A tic-tac-toe superbot

Started by
25 comments, last by Solias 19 years, 2 months ago
Hi, Altough I know it has been done many times before, I'm trying to write a bot for tic-tac-toe that always does the best move. So far, I am only succeeding half. Take this situation:

 X | 1 | 2
---|---|---
 3 | O | 5
---|---|---
 X | 7 | 8
Circle may do a move now, and the computer is the circle. Now I wrote a method for the BoardState class that returns the percentage of wins as a float between 0 and 1. The most obvious move ofcourse should be 3. However, the computer takes 5. I stepped trough the code and let it checked the return values of 3 and 5: 3: 0.9 = 90% 5: 1.0 = 100% Is it a flaw in the algorithm, or a misimplementation in my code? Here is the bot code:

public void RequestMove(Game game, int id)
{
	Move bestMove = new Move();
	float bestVal = -1.0f;

	Move[] moves = game.State.GetPossibleMoves();

	foreach(Move move in moves)
	{
		float chance = game.State.Evaluate(move, game.GetPlayerName(this));
		if(chance<=bestVal)
			continue;

		bestVal = chance;
		bestMove = move;
	}

	Console.WriteLine("Bot makes move {0}", bestMove.X+bestMove.Y*3);
	game.DoMove(this, id, bestMove);
}


As you can see, the code loops trough all possibilities and takes the one with the highest win percentage. This part should be ok, but the following method returned those weird results from above:

public float Evaluate(Move move, PlayerName player)
{
	PlayerName winner = CheckWinner();
	if(winner!=PlayerName.Empty)
		return winner==player ? 1.0f : 0.0f;
	if(IsBoardFull())
		return 0.5f;

	BoardState board = new BoardState(this, move, player);
	
	winner = board.CheckWinner();
	if(winner!=PlayerName.Empty)
		return winner==player ? 1.0f : 0.0f;
	if(board.IsBoardFull())
		return 0.5f;

	Move[] moves = board.GetPossibleMoves();	

	float wins = 0.0f;
	foreach(Move movetry in moves)
		wins += board.Evaluate(movetry, player);

	return wins/moves.Length;
}


The first part checks for a win in the current state, and returns the win/loss/draw, the second part checks for the same in the board after the move, and if the next board declares no winner, all possible moves are evaluated. What's wrong with this?
Advertisement
Fixed it already, I think. The method only calculates for the current player, not taking in account the moves by the opponent. Now it does, but the it is beatable. Here is the winning tactic:

 0 | 1 | 2 ---|---|--- 3 | 4 | 5 ---|---|--- 6 | 7 | 8 Cross, please make your move: 6 0 | 1 | 2 ---|---|--- 3 | 4 | 5 ---|---|--- X | 7 | 8 Bot makes move 4 0 | 1 | 2 ---|---|--- 3 | O | 5 ---|---|--- X | 7 | 8 Cross, please make your move: 2 0 | 1 | X ---|---|--- 3 | O | 5 ---|---|--- X | 7 | 8 Bot makes move 8 0 | 1 | X ---|---|--- 3 | O | 5 ---|---|--- X | 7 | O Cross, please make your move: 0 X | 1 | X ---|---|--- 3 | O | 5 ---|---|--- X | 7 | O Bot makes move 3 X | 1 | X ---|---|--- O | O | 5 ---|---|--- X | 7 | O Cross, please make your move: 1 X | X | X ---|---|--- O | O | 5 ---|---|--- X | 7 | O Cross has won


It is indeed so, that when you calculate all possible moves, the middle one has a higher win percentage in the first move for the computer. However, it is a bad thing to do that, because as soon as the player X-es the opposite corner, the game is already finished.

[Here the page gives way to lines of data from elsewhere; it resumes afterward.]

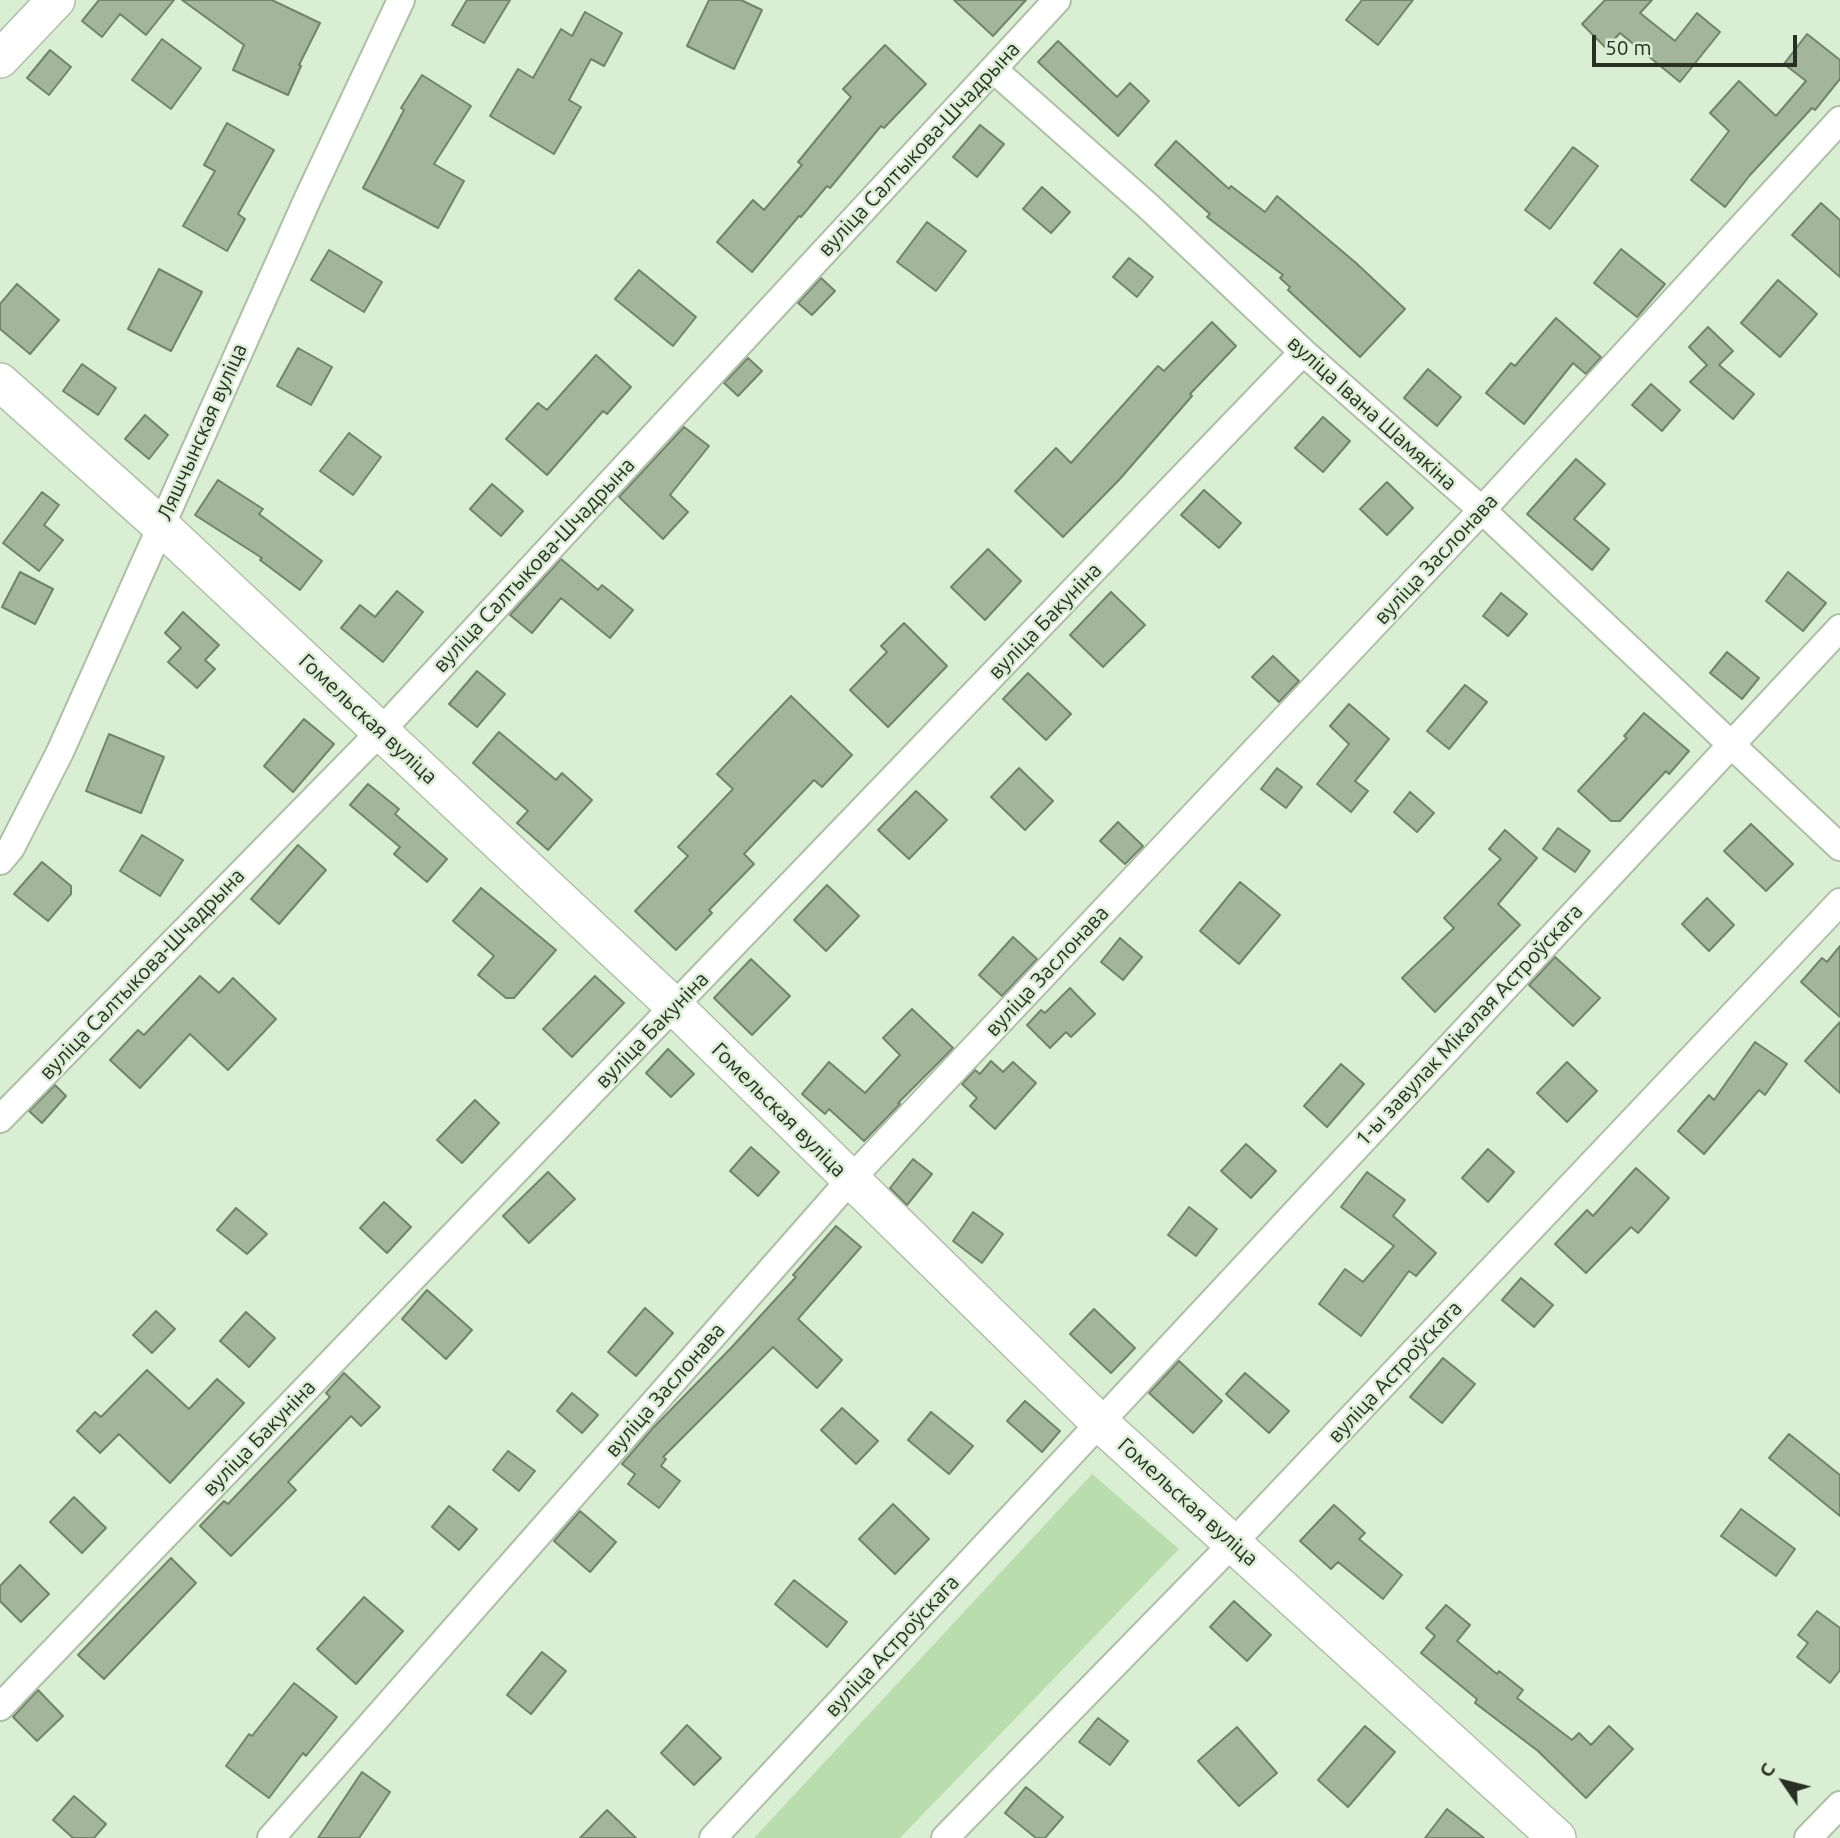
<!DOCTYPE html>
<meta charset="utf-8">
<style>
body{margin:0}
#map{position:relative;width:1840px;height:1838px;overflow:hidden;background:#daeed3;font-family:Ubuntu,sans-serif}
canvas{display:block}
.north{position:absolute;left:1749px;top:1747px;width:70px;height:70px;-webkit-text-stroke:5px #daeed3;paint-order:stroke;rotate:305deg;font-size:19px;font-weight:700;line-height:28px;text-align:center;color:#282f25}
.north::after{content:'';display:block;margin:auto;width:24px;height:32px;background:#282f25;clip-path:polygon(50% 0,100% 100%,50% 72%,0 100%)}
.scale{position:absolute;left:1592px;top:35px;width:205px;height:32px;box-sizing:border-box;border:4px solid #282f25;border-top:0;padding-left:9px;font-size:21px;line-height:24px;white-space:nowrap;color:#282f25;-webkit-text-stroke:5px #daeed3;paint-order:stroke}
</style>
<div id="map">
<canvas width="1840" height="1838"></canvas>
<div class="north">С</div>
<div class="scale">50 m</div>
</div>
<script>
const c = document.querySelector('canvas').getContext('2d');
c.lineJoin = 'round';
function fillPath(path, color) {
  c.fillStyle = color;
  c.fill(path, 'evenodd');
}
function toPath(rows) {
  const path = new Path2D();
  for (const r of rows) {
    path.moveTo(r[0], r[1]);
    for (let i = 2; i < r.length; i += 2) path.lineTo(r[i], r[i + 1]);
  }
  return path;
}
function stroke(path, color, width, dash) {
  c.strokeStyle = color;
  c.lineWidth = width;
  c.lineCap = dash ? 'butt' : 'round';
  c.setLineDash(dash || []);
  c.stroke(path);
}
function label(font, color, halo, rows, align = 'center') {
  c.font = font + ' Ubuntu,sans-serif';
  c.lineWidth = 5;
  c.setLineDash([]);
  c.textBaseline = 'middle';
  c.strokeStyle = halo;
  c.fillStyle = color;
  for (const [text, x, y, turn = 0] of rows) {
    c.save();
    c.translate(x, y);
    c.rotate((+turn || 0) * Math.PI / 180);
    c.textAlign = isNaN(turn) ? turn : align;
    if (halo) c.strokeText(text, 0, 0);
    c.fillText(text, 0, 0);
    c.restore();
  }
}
fillPath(toPath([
 [1092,1474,1179,1549,900,1838,754,1838]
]), '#baddad');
const building = toPath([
 [99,0,174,0,146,35,120,14,102,37,82,21,99,0],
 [182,0,272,0,320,23,299,65,301,66,288,95,233,70,244,45,182,0],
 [467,0,510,0,484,43,452,25,467,0],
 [709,0,741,0,762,10,734,69,687,46,709,0],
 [954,0,1026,0,993,36,954,0],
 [1362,0,1413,0,1378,45,1346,20,1362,0],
 [1605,0,1652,0,1640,13,1675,41,1697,13,1720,32,1680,82,1620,33,1606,48,1582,24,1605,0],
 [585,12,622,33,604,66,591,59,569,100,581,107,554,154,490,116,518,69,533,78,561,29,572,36,585,12],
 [1807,34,1840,60,1840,79,1815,110,1812,108,1750,175,1725,207,1691,180,1729,131,1710,113,1739,81,1776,116,1806,81,1784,64,1807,34],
 [162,39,201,68,171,109,132,80,162,39],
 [1058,41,1117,97,1130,83,1149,101,1118,136,1038,62,1058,41],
 [885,45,926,84,884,128,881,126,830,188,827,186,801,217,799,216,752,272,717,242,753,200,764,210,802,165,798,162,851,97,843,89,885,45],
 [50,50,71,67,49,95,27,78,50,50],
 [422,75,471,106,434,164,464,181,438,228,363,188,404,110,401,108,422,75],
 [227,123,274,150,238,214,245,219,227,251,183,226,215,171,204,165,227,123],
 [980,125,1004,144,977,177,953,157,980,125],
 [1176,141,1229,189,1231,186,1265,212,1277,196,1356,263,1405,309,1360,357,1288,290,1290,287,1280,278,1283,275,1207,217,1210,214,1155,165,1176,141],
 [1573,147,1598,166,1550,229,1525,210,1573,147],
 [1042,187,1070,212,1051,233,1023,209,1042,187],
 [1821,203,1840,220,1840,277,1792,235,1821,203],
 [927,222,966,251,936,291,897,262,927,222],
 [1621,249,1665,284,1637,317,1594,283,1621,249],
 [329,250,382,282,364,312,311,280,329,250],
 [1129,258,1153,277,1137,297,1113,277,1129,258],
 [159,269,202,292,171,351,128,329,159,269],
 [639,270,696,317,673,346,615,299,639,270],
 [821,278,835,291,812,315,798,303,821,278],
 [1778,280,1817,314,1780,357,1741,323,1778,280],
 [17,284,59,320,30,354,0,329,0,304,17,284],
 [1556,318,1601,357,1586,374,1573,363,1524,424,1486,393,1511,363,1515,366,1556,318],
 [1212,322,1236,346,1190,394,1192,396,1119,480,1063,537,1015,491,1056,448,1071,463,1158,366,1164,371,1212,322],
 [1708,327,1733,351,1719,365,1754,394,1733,419,1690,382,1707,365,1689,347,1708,327],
 [298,348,332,367,311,405,277,386,298,348],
 [596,355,631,387,607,414,603,411,547,475,506,439,538,403,547,410,596,355],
 [748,358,762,371,738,396,724,383,748,358],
 [82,364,116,388,98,415,63,391,82,364],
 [1428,369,1461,397,1437,426,1404,398,1428,369],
 [1651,384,1680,410,1662,431,1632,405,1651,384],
 [145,415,168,435,149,459,125,439,145,415],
 [1323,417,1350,441,1323,472,1295,448,1323,417],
 [684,427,709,446,670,495,688,512,663,539,619,497,684,427],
 [349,433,381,457,353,495,320,471,349,433],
 [1576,459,1605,484,1574,519,1609,549,1592,570,1527,514,1576,459],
 [218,480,263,509,259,514,322,561,300,590,260,560,262,558,195,515,218,480],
 [1387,482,1413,508,1387,535,1360,509,1387,482],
 [492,484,523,511,501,536,470,509,492,484],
 [1204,490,1241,523,1219,548,1181,515,1204,490],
 [42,492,59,505,44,525,63,540,39,571,3,543,42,492],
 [988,549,1021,581,985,620,951,587,988,549],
 [561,559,598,590,602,585,633,610,610,638,561,598,532,633,510,615,561,559],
 [20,572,53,589,35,624,2,607,20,572],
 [1788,572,1826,603,1803,631,1766,601,1788,572],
 [397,591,423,612,383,662,341,628,360,605,375,617,397,591],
 [1111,592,1145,625,1103,667,1070,635,1111,592],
 [1501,593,1527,614,1508,636,1483,616,1501,593],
 [183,612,219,645,205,660,215,669,197,688,168,662,181,648,165,633,183,612],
 [904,623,947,666,888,727,850,690,887,652,881,646,904,623],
 [1727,652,1759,678,1742,699,1710,673,1727,652],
 [1273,656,1299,681,1279,702,1252,677,1273,656],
 [477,671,505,694,477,727,449,704,477,671],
 [1028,673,1071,714,1046,740,1003,699,1028,673],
 [1465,685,1487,702,1449,749,1427,731,1465,685],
 [791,696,852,755,822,787,814,780,744,854,754,864,709,910,712,913,676,950,635,911,688,856,678,847,733,789,717,774,791,696],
 [1349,704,1389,739,1355,781,1368,791,1351,812,1317,784,1349,744,1330,726,1349,704],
 [1644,713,1689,751,1669,774,1666,771,1620,821,1611,821,1578,791,1627,738,1624,736,1644,713],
 [304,719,334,744,293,792,264,766,304,719],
 [499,732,556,780,562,773,592,800,548,850,517,823,528,811,473,763,499,732],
 [109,734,164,757,141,813,86,791,109,734],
 [1019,768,1053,801,1025,830,991,797,1019,768],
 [1277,768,1302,787,1286,808,1261,789,1277,768],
 [368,784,399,809,395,814,447,859,427,882,394,854,400,847,350,805,368,784],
 [916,791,947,820,909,859,878,830,916,791],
 [1410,792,1434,813,1417,832,1394,812,1410,792],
 [1118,822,1143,846,1125,864,1100,841,1118,822],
 [1751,824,1793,864,1766,891,1724,851,1751,824],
 [1558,828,1590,851,1575,872,1543,849,1558,828],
 [1505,830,1537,858,1498,904,1520,925,1435,1012,1402,978,1454,928,1444,918,1501,859,1489,849,1505,830],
 [142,835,183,860,160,896,120,871,142,835],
 [298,845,326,870,279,924,251,899,298,845],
 [42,862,71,886,71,894,48,921,14,894,42,862],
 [1240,882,1280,915,1239,964,1200,931,1240,882],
 [827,885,859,916,826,951,794,920,827,885],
 [481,888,556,950,514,998,506,998,478,975,494,956,453,921,481,888],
 [1707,898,1734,925,1709,951,1682,924,1707,898],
 [1013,937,1037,959,1002,996,979,975,1013,937],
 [1120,938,1142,957,1123,980,1101,962,1120,938],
 [1840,946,1840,1017,1801,982,1822,958,1827,962,1840,946],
 [1555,957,1600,998,1573,1026,1529,985,1555,957],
 [751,959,790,996,752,1035,714,998,751,959],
 [200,976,219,993,233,978,276,1019,228,1070,190,1034,140,1088,110,1060,138,1030,144,1035,200,976],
 [595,976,624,1003,572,1057,543,1029,595,976],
 [1070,988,1095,1014,1071,1037,1066,1032,1050,1048,1027,1025,1041,1010,1045,1013,1070,988],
 [912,1009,953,1048,898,1103,900,1104,864,1141,829,1109,825,1114,802,1094,829,1062,865,1093,900,1055,883,1038,912,1009],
 [1840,1022,1840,1093,1805,1061,1840,1022],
 [1755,1042,1787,1064,1765,1095,1759,1090,1704,1154,1678,1131,1709,1095,1714,1100,1755,1042],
 [668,1049,694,1074,671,1097,646,1073,668,1049],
 [991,1061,1003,1072,1013,1062,1036,1083,995,1129,970,1106,977,1098,962,1084,975,1070,980,1074,991,1061],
 [1567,1062,1597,1091,1567,1122,1537,1093,1567,1062],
 [1341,1064,1364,1084,1327,1127,1304,1106,1341,1064],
 [55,1085,66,1096,42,1123,29,1111,55,1085],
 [475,1100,499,1123,462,1163,437,1140,475,1100],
 [1246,1144,1276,1171,1251,1198,1221,1171,1246,1144],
 [751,1147,779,1172,758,1196,730,1171,751,1147],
 [1488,1149,1514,1172,1488,1202,1462,1178,1488,1149],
 [913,1159,932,1174,907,1205,890,1188,913,1159],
 [1636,1168,1669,1198,1638,1233,1631,1227,1586,1273,1555,1244,1587,1210,1593,1216,1636,1168],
 [548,1172,575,1199,529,1243,503,1216,548,1172],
 [1367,1172,1405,1200,1393,1216,1436,1253,1416,1276,1409,1271,1361,1336,1319,1304,1345,1269,1363,1282,1394,1246,1341,1207,1367,1172],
 [384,1202,411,1227,387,1253,360,1228,384,1202],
 [1189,1207,1217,1229,1196,1256,1168,1235,1189,1207],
 [236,1208,267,1234,247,1254,217,1230,236,1208],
 [973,1212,1003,1234,982,1263,953,1241,973,1212],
 [836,1226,861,1247,798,1319,842,1360,817,1388,773,1347,663,1457,666,1459,661,1466,680,1481,659,1508,628,1484,635,1474,622,1464,653,1428,731,1348,796,1277,793,1275,836,1226],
 [1521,1278,1553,1305,1534,1327,1502,1300,1521,1278],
 [427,1290,472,1330,446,1359,402,1319,427,1290],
 [645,1308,673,1333,636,1376,608,1352,645,1308],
 [1094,1309,1135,1348,1111,1373,1070,1334,1094,1309],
 [156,1311,175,1329,152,1353,133,1335,156,1311],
 [246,1312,275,1338,249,1367,220,1341,246,1312],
 [1443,1358,1475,1384,1442,1423,1410,1397,1443,1358],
 [1179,1361,1222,1401,1193,1433,1149,1393,1179,1361],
 [147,1370,189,1409,217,1379,244,1403,170,1483,119,1434,100,1453,77,1431,95,1412,101,1417,147,1370],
 [344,1373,380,1407,361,1426,351,1416,288,1482,296,1490,231,1556,200,1526,224,1501,228,1504,330,1397,326,1393,344,1373],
 [1245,1373,1289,1411,1269,1433,1226,1394,1245,1373],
 [572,1393,598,1415,582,1433,557,1411,572,1393],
 [1025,1401,1060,1431,1042,1452,1007,1421,1025,1401],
 [842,1408,878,1441,856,1464,821,1430,842,1408],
 [931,1412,973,1446,949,1474,908,1440,931,1412],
 [1789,1434,1840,1475,1840,1516,1769,1458,1789,1434],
 [508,1451,535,1471,519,1491,493,1470,508,1451],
 [74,1497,106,1528,82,1553,50,1522,74,1497],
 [893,1504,929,1539,895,1574,859,1539,893,1504],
 [1334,1505,1365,1533,1359,1539,1402,1575,1383,1599,1338,1562,1331,1569,1300,1541,1334,1505],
 [449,1506,477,1529,459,1550,432,1527,449,1506],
 [1741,1509,1795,1549,1776,1576,1721,1536,1741,1509],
 [580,1511,616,1542,590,1572,554,1541,580,1511],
 [171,1558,196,1583,104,1679,78,1655,171,1558],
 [20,1565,49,1594,21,1622,0,1601,0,1586,20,1565],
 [794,1580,847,1622,827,1647,775,1604,794,1580],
 [364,1597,403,1631,356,1684,317,1649,364,1597],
 [1234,1601,1271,1635,1247,1661,1210,1627,1234,1601],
 [1446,1605,1470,1625,1457,1641,1497,1674,1499,1671,1523,1690,1517,1698,1572,1740,1579,1733,1591,1745,1609,1726,1633,1749,1586,1798,1538,1751,1475,1703,1477,1699,1421,1653,1435,1636,1426,1628,1446,1605],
 [1817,1611,1840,1628,1840,1670,1830,1683,1797,1657,1808,1643,1798,1635,1817,1611],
 [542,1652,566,1671,531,1714,507,1695,542,1652],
 [294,1683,337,1717,306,1756,303,1753,269,1798,226,1766,249,1734,252,1736,294,1683],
 [38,1690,63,1716,37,1741,13,1717,38,1690],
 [1098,1718,1128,1741,1110,1765,1079,1742,1098,1718],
 [687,1725,721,1758,694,1785,661,1753,687,1725],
 [1365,1726,1395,1752,1348,1807,1318,1780,1365,1726],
 [1237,1727,1277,1773,1239,1806,1198,1761,1237,1727],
 [362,1772,390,1792,359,1838,318,1838,362,1772],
 [1026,1787,1063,1817,1045,1838,1036,1838,1005,1813,1026,1787],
 [74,1796,106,1824,94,1838,73,1838,53,1820,74,1796],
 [1447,1809,1484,1838,1425,1838,1447,1809],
 [607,1810,636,1838,580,1838,607,1810]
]);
fillPath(building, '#a3b69b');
stroke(building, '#72846b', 2);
const street = toPath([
 [993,69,1148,206,1303,352,1482,510,1840,847],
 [0,861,11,848,60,752,308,198,401,0],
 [0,1119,381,731,1057,0],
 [0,1707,1303,352],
 [271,1838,850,1180,1482,510,1840,120],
 [713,1838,1840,628],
 [945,1838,1233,1543,1840,902],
 [1808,1838,1840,1805]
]);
const secondary = toPath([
 [0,59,56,0],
 [0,382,160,525,675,1007,1099,1422,1557,1838]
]);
stroke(street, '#adc0a6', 30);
stroke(secondary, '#adc0a6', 40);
stroke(street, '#fff', 26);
stroke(secondary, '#fff', 37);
label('21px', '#282f25', '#daeed3', [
 ["вуліца Салтыкова-Шчадрына",919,149,-47],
 ["вуліца Івана Шамякіна",1372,413,42],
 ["Ляшчынская вуліца",202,432,-66],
 ["вуліца Заслонава",1436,559,-47],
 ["вуліца Салтыкова-Шчадрына",534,565,-47],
 ["вуліца Бакуніна",1045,621,-46],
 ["Гомельская вуліца",368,719,43],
 ["вуліца Заслонава",1047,971,-47],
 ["вуліца Салтыкова-Шчадрына",142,974,-46],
 ["1-ы завулак Мікалая Астроўскага",1469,1025,-47],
 ["вуліца Бакуніна",652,1030,-46],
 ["Гомельская вуліца",779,1110,45],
 ["вуліца Астроўскага",1395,1372,-47],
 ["вуліца Заслонава",665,1390,-49],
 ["вуліца Бакуніна",259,1438,-46],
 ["Гомельская вуліца",1188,1502,42],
 ["вуліца Астроўскага",892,1646,-47]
]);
</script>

What should I try to do now? Obviously, this way is not the way to go.
Implement alpha-beta, or make a table big enough to hold all the positions in the game and compute the game value of each node, as it is done with endgame tablebases in chess or checkers.
It was an idea worth exploring... :)

I tried the same thing for Connect-Four once, just for kicks.. One of the (many) problems with this method is that the computer had no knowledge of gauranteed wins, and would typically avoid them.

Take for instance a 2 move win-- if you screw up any of the two moves, the opponent wins, but as long as you play correctly the win is 100% certain. Looking at a win / loss ratio would actually have the computer avoid that situation, which is pure crazy! Coversly, the computer would persue it if the tables were turned.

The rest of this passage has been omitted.